In the entries below, find the line containing "Task: Describe this". Copy it and all lines after it, exactly, through the end.
-- DATA FOR THIS EXERCISE follows --
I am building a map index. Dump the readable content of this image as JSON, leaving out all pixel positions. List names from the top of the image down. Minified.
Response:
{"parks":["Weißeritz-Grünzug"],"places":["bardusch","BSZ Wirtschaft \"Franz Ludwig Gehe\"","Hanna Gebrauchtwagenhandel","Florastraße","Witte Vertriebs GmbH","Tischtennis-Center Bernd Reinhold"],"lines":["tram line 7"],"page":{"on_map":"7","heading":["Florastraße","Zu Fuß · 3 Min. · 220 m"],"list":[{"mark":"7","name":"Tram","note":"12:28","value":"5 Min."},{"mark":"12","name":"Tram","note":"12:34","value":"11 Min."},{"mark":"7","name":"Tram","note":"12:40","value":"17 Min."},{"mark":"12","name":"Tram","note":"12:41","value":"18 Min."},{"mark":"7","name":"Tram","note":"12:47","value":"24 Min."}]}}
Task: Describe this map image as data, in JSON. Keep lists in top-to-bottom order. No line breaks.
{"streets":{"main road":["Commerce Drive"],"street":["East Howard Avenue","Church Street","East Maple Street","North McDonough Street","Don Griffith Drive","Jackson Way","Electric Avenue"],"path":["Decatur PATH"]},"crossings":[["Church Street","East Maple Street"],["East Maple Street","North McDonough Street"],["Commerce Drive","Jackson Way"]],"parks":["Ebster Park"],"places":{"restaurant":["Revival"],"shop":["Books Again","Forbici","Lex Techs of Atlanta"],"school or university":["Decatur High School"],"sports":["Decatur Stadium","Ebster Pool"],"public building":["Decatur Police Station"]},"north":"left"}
-- DATA FOR THIS EXERCISE concluded --
▸ WRITTEN ANSWER:
Task: Describe this map image as data, in JSON. Keep lists in top-to-bottom order. No line breaks.
{"streets":{"main road":["Commerce Drive"],"street":["East Howard Avenue","Church Street","East Maple Street","North McDonough Street","Don Griffith Drive","Jackson Way","Electric Avenue"],"path":["Decatur PATH"]},"crossings":[["Church Street","East Maple Street"],["East Maple Street","North McDonough Street"],["Commerce Drive","Jackson Way"]],"parks":["Ebster Park"],"places":{"restaurant":["Revival"],"shop":["Books Again","Forbici","Lex Techs of Atlanta"],"school or university":["Decatur High School"],"sports":["Decatur Stadium","Ebster Pool"],"public building":["Decatur Police Station"]},"north":"left"}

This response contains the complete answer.